Statistics 101 - Levels of Data
Alright, so this is a new series of posts in which I will focus on important statistical concepts from perspective of Data Science & Analytics applications, concepts which are generally applicable when working different types of Data Science projects. If you want to see all the posts under this series, just click on the "Statistics 101" tag above.
In this post we are going to start our statistical journey by discussing about different levels of data
Why to care about old boring statistics, at all?
However, before we start, since this is the first post in this series, I want to discuss a bit about the significance of statistics when working in a data science project or even better in relationship to machine learning.
Statistics is the grammar of science.
– Karl Pearson
I suppose truer words have never been spoken in context of Data Science and Machine Learning. Statistics, often overshadowed by the glamour and the "awe" factor of Deep Learning and Artificial Intelligence, remains crucial in delivering robust data science and machine learning based solutions.
There are many in the Data Science community, especially beginners, who want to directly jump to the coding bandwagon and a lot of the community do encourage them by stating the case that it's good for keeping up the motivation and that sooner some one case see some kind of result the better it is to keep them on the learning curve. Now don't get me wrong, I do agree with this point, however, the only issue here is that when this is being targeted towards beginners it's easy to understate the importance of statistics. Many beginners begin to see this above mentioned advice as a kind of approval to skip the details that are present in the underlying statistical or mathematical concepts being used in those programming packages.
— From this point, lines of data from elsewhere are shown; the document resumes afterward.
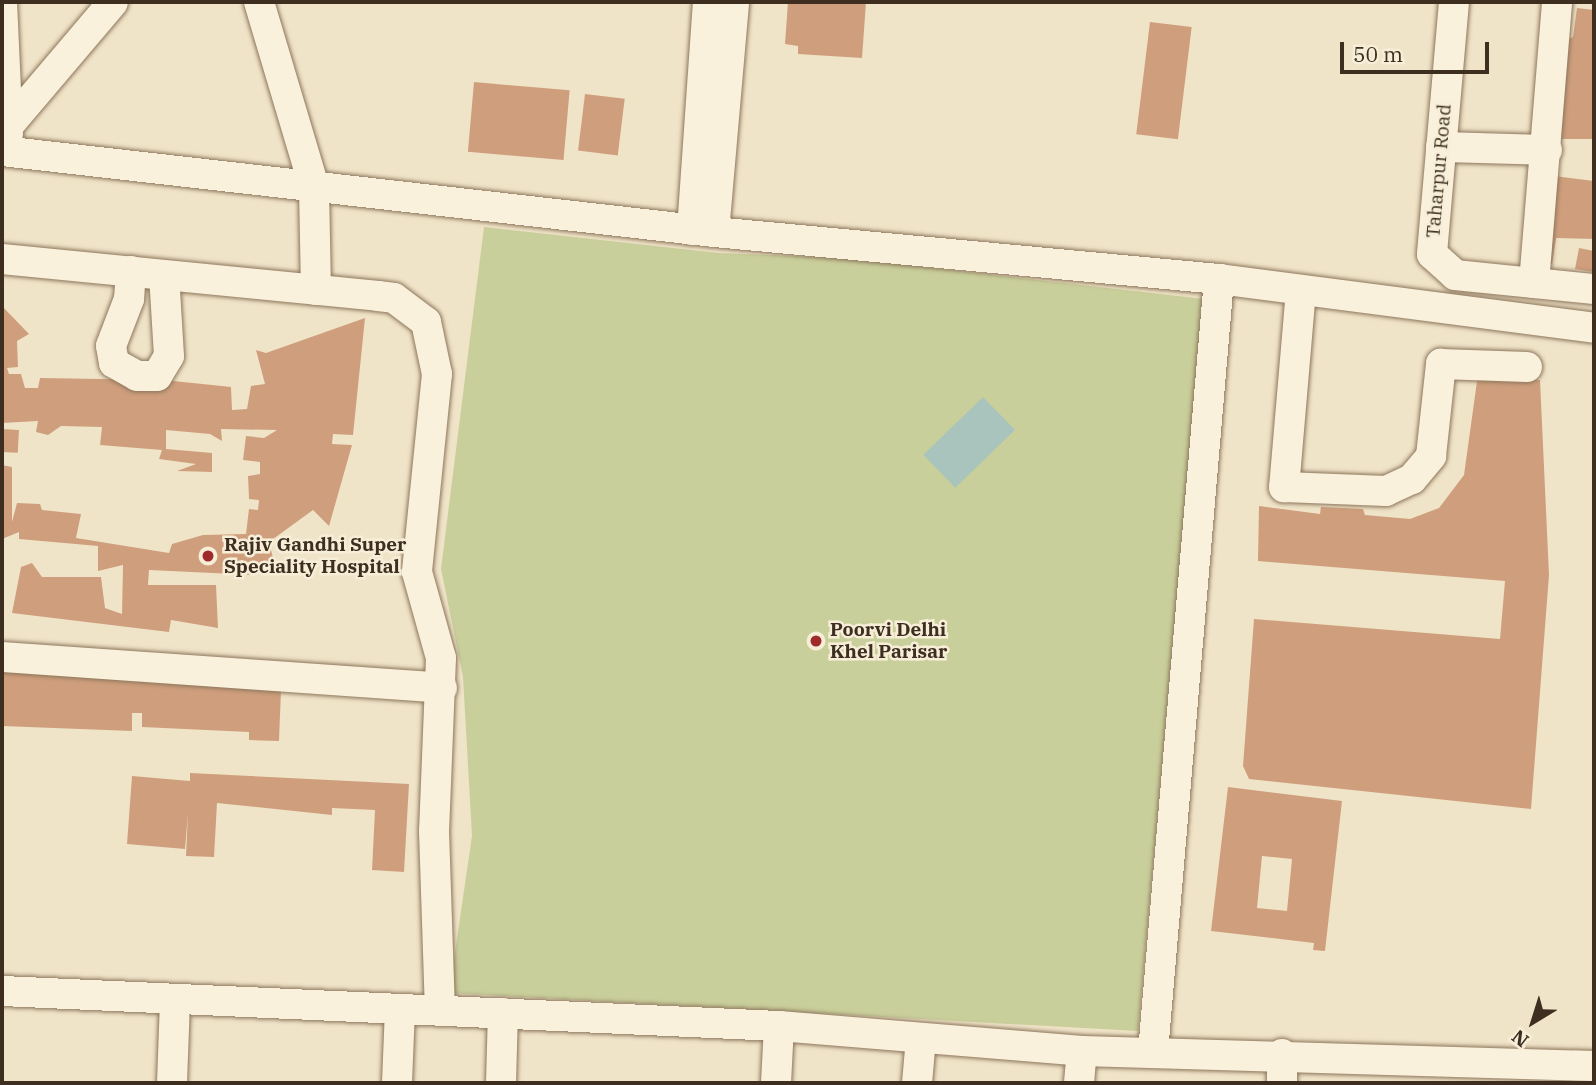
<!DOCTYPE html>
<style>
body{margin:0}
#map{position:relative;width:1596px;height:1085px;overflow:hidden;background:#f0e4c8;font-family:"IBM Plex Serif",serif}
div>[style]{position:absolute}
.green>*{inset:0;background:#c9cf9b}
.water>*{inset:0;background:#a9c4bc;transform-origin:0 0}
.building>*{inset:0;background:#cf9f7d;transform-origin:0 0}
.roads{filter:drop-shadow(0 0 2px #8d765c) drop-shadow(0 0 2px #8d765c)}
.minor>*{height:30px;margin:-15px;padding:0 15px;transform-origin:15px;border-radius:15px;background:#faf1dc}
.dots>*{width:19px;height:19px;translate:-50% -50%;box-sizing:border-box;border:4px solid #f7eed8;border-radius:50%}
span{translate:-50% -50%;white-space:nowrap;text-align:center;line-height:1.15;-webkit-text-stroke:5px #f7eed8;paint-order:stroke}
.street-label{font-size:19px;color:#3d2e20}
.poi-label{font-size:19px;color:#3d2e20;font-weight:700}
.left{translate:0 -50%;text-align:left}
.frame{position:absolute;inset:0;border:4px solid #3d2e20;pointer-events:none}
.north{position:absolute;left:1498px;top:987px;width:70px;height:70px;-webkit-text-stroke:5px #f7eed8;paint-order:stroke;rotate:218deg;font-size:19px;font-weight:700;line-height:28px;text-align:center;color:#3d2e20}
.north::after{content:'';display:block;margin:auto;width:24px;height:32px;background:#3d2e20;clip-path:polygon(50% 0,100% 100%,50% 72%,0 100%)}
.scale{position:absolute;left:1340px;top:42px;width:149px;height:32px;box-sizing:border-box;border:4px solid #3d2e20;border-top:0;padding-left:9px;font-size:21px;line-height:24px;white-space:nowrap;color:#3d2e20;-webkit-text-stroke:5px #f7eed8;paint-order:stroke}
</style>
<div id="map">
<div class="green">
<div style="clip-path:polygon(484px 227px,718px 253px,846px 258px,1204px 299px,1138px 1031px,449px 993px,472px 836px,463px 677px,441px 569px)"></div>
</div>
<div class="water">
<div style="left:983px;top:397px;width:46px;height:83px;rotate:46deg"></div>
</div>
<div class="building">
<div style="clip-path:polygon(788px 2px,866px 2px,862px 58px,798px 54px,798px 46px,785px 44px)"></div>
<div style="clip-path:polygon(1577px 8px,1594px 10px,1594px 139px,1557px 139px,1562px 42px,1573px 37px)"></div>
<div style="left:1150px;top:22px;width:42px;height:113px;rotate:7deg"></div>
<div style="left:474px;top:82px;width:96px;height:70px;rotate:5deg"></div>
<div style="left:585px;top:94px;width:40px;height:57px;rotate:7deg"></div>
<div style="clip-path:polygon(1554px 176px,1594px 181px,1594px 239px,1556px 238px,1552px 264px,1542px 263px)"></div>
<div style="clip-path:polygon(1579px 248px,1594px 251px,1594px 272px,1575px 269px)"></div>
<div style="clip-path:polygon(2px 306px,29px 334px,17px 341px,18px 367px,7px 368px,9px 374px,21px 374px,25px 388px,38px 388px,40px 378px,164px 380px,231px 387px,232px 410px,247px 409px,251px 386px,265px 384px,256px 350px,266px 353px,365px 318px,353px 435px,333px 434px,332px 444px,352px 445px,329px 526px,313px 510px,269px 542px,273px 558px,255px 575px,149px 570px,148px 585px,216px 585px,218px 628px,171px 620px,169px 632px,12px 613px,21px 567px,32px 563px,42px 577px,101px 577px,105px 608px,122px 614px,123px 565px,98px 571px,98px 546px,19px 539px,19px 532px,2px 539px,2px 465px,12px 467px,12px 522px,17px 503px,40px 504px,42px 510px,81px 514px,76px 538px,169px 553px,172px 544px,203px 535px,246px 534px,249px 509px,258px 510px,259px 500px,249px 499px,248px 476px,260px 474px,260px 462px,243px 460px,246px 436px,264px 438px,277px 430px,221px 429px,222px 441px,210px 434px,166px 430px,166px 449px,212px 453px,212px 472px,177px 471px,196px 464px,159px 459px,162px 450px,100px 445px,102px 427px,61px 426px,48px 435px,36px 432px,38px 421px,2px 423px)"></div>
<div style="clip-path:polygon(1478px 374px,1540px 380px,1549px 575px,1531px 809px,1249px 779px,1243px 766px,1254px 619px,1500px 639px,1505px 581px,1258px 561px,1259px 506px,1320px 514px,1321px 507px,1363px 509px,1365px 515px,1410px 519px,1439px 508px,1464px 475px)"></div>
<div style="left:2px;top:429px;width:17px;height:23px;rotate:3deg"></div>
<div style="clip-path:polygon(2px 669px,281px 690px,279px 741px,249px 740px,249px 732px,142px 727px,142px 713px,132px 713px,132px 731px,2px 726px)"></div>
<div style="clip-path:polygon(190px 773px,409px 784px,404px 872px,372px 870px,375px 810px,332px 808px,332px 815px,217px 803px,214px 857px,186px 856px,188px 813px,185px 849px,127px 844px,132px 776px,190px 781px)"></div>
<div style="clip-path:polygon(evenodd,1228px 787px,1342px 801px,1325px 951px,1313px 950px,1314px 943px,1211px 931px,1228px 787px,1262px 856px,1292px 859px,1287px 911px,1257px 908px,1262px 856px)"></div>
</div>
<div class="roads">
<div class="minor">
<div style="left:2px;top:2px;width:132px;rotate:87.4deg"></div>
<div style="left:259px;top:2px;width:193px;rotate:73.4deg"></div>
<div style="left:314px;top:187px;width:103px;rotate:88.9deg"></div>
<div style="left:1454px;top:2px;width:253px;rotate:95deg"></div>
<div style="left:1432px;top:254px;width:31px;rotate:42deg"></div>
<div style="left:1455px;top:275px;width:140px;rotate:5.8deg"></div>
<div style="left:8px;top:126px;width:162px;rotate:-49.7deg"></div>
<div style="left:1441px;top:147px;width:106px;rotate:1.6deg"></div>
<div style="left:2px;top:151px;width:717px;rotate:6.49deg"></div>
<div style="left:714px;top:232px;width:507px;rotate:5.32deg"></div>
<div style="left:1219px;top:279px;width:378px;rotate:7.4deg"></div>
<div style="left:692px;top:230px;width:229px;rotate:-86deg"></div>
<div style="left:714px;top:232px;width:231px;rotate:-85deg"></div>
<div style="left:2px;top:259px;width:378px;rotate:5.6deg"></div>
<div style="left:378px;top:296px;width:16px;rotate:7deg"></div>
<div style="left:394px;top:298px;width:40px;rotate:37deg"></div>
<div style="left:426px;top:322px;width:53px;rotate:78.1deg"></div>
<div style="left:437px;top:374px;width:199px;rotate:95.8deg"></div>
<div style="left:417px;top:572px;width:89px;rotate:74.4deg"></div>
<div style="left:441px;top:658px;width:173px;rotate:92.3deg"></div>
<div style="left:434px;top:831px;width:179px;rotate:88.1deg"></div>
<div style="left:131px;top:271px;width:28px;rotate:94deg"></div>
<div style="left:129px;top:299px;width:50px;rotate:111deg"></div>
<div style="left:111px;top:346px;width:17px;rotate:80deg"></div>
<div style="left:114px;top:363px;width:26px;rotate:29deg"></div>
<div style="left:137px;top:376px;width:20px"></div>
<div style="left:157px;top:376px;width:23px;rotate:-59deg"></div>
<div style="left:169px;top:356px;width:81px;rotate:-93.5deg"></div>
<div style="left:1534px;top:283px;width:282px;rotate:-85.3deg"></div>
<div style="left:1301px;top:290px;width:198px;rotate:94.9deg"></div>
<div style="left:1284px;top:487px;width:102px;rotate:2.2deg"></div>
<div style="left:1386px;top:491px;width:29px;rotate:-25deg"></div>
<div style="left:1412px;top:479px;width:30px;rotate:-50deg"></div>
<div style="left:1431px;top:456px;width:93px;rotate:-83.8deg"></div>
<div style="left:1441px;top:364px;width:86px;rotate:2deg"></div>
<div style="left:2px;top:657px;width:441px;rotate:4deg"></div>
<div style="left:2px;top:991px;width:778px;rotate:2.58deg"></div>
<div style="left:1153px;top:1052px;width:776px;rotate:-85.12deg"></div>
<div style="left:172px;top:1083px;width:83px;rotate:-87.9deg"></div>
<div style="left:397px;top:1083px;width:74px;rotate:-87.7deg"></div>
<div style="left:501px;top:1083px;width:70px;rotate:-88.4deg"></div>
<div style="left:776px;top:1083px;width:57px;rotate:-87deg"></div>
<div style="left:779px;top:1026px;width:304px;rotate:4.7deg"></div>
<div style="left:1082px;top:1051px;width:512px;rotate:1.68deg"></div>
<div style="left:917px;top:1083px;width:45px;rotate:-84.9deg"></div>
<div style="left:1079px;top:1083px;width:32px;rotate:-85deg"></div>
<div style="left:1282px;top:1083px;width:29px;rotate:-90deg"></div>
</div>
</div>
<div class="dots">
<div style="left:208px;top:556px;background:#9e2a2b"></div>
<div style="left:816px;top:641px;background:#9e2a2b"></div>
</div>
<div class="street-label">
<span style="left:1439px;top:171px;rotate:-85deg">Taharpur Road</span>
</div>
<div class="poi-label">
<span class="left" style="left:224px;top:556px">Rajiv Gandhi Super<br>Speciality Hospital</span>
<span class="left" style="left:830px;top:641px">Poorvi Delhi<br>Khel Parisar</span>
</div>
<div class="frame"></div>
<div class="north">N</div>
<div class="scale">50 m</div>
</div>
Now, by no means I am advocating that you need to be a statistics expert or mathematics prodigy to work in the area of analytics and data science. However, that being said, it's paramount that you have an solid understanding of the fundamental statistical principles and concepts. If you won't, then as you progress in your data science journey, eventually you will start to feel that most of the times you aren't equipped with enough information to answer certain questions in order to progress in the project. And notice, I am using the frequently using the term Data Science and analytics, rather than Machine learning, that's no coincidence, it's by design. Many projects currently being worked in the Industry either have zero or very minimal dependence on a machine learning based solution. However, almost all of these projects rely on statistics, even if only at a basic level.
Another issue with not building your statistical skills as you progress through your analytics career, is that you won't be able to effectively and comprehensively parse the results of the analysis produced by the high-level frameworks being used in the project. For example, if you are using R and you are trying to build a simple model using regression analysis, for sure you will be able to build the model, but without understanding the underlying assumptions that come from a statistical perspective and without having a good grasp on concepts like hypothesis testing and confidence intervals, the true power of such models will be beyond your reach.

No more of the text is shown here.